Cyclists (44 minutes) and walkers (29 minutes) have the quickest daily journeys, although these healthy alternatives still take longer than in 2007, up six minutes and two minutes respectively.
Low government spending on infrastructure, employers not offering flexible and home working options, and falling wages are to blame for lengthy commutes, according to the TUC.
The union highlighted that BAME employees are particularly affected, with the average worker travelling for one hour and nine minutes, compared to 57 minutes on average for a white worker.
UK census data shows that BAME individuals are more likely to live in urban centres, especially London, with BAME workers in the capital also twice as likely as white workers to travel by bus. These workers have lower average pay, and are more likely to work nights which means they are more likely to be reliant on night buses, according to the data. To save money they may also be more likely to choose long bus journeys instead of faster options, the TUC added.
Frances O'Grady, general secretary of the TUC, called for greater investment in public transport. “It’s great we’re investing in high-speed rail between some of our major cities. But people more often use their local buses and trains on their daily commute. These need to be upgraded too," she said.
She added that employers could help through offering flexible working options. “Employers can make a difference too. Home working and flexitime can cut journeys and help avoid the rush hour. And if staff have fewer stressful journeys they can focus better on their work.”
Long commutes are increasingly becoming a normalised part of working life in the UK added Phil Flaxton, chief exectutive of not-for-profit Work Wise. “Long commutes have become a part of the UK’s working culture. But the excessive time spent commuting is one of the main factors contributing to work/life balance problems,” he said.

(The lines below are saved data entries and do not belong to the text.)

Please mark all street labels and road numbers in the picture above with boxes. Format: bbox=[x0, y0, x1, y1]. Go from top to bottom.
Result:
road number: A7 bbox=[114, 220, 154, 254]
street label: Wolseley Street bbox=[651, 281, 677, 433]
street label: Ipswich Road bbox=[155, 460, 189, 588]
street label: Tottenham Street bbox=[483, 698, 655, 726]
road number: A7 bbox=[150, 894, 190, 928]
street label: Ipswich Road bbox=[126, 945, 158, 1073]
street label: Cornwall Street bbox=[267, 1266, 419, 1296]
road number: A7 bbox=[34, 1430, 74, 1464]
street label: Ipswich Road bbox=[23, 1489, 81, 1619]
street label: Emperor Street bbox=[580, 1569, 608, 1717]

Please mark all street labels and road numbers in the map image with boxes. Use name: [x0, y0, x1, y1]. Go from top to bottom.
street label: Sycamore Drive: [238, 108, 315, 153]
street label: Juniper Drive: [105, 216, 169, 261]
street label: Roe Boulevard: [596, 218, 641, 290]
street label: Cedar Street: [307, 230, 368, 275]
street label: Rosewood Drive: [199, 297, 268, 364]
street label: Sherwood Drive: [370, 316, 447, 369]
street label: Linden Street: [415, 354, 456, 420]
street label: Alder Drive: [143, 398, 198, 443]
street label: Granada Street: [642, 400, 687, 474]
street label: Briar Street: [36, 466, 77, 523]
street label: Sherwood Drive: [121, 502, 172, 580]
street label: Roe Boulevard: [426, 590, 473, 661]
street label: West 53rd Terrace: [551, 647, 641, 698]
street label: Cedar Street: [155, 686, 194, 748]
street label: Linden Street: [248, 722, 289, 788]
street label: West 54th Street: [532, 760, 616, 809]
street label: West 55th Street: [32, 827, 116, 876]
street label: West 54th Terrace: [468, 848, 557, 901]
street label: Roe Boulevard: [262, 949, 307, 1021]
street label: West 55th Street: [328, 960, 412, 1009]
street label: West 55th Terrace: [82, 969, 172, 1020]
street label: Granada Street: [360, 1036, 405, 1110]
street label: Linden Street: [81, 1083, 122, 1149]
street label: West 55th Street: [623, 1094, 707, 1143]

“Not only is the time spent commuting an issue, the nine to five culture with its peak travel times generates congestion. And the rush hours on railways, Underground and road networks increase stress for commuters.”
Flaxton emphasised that cutting commute time for employees would significantly improve worker wellbeing: “The overall message for employers is that job satisfaction can be improved, and stress levels reduced, if workers have opportunities to cut their commuting time. That could mean working from home occasionally or staggering their hours. It could also be good news for employee wellbeing and retention, with lower costs to businesses.”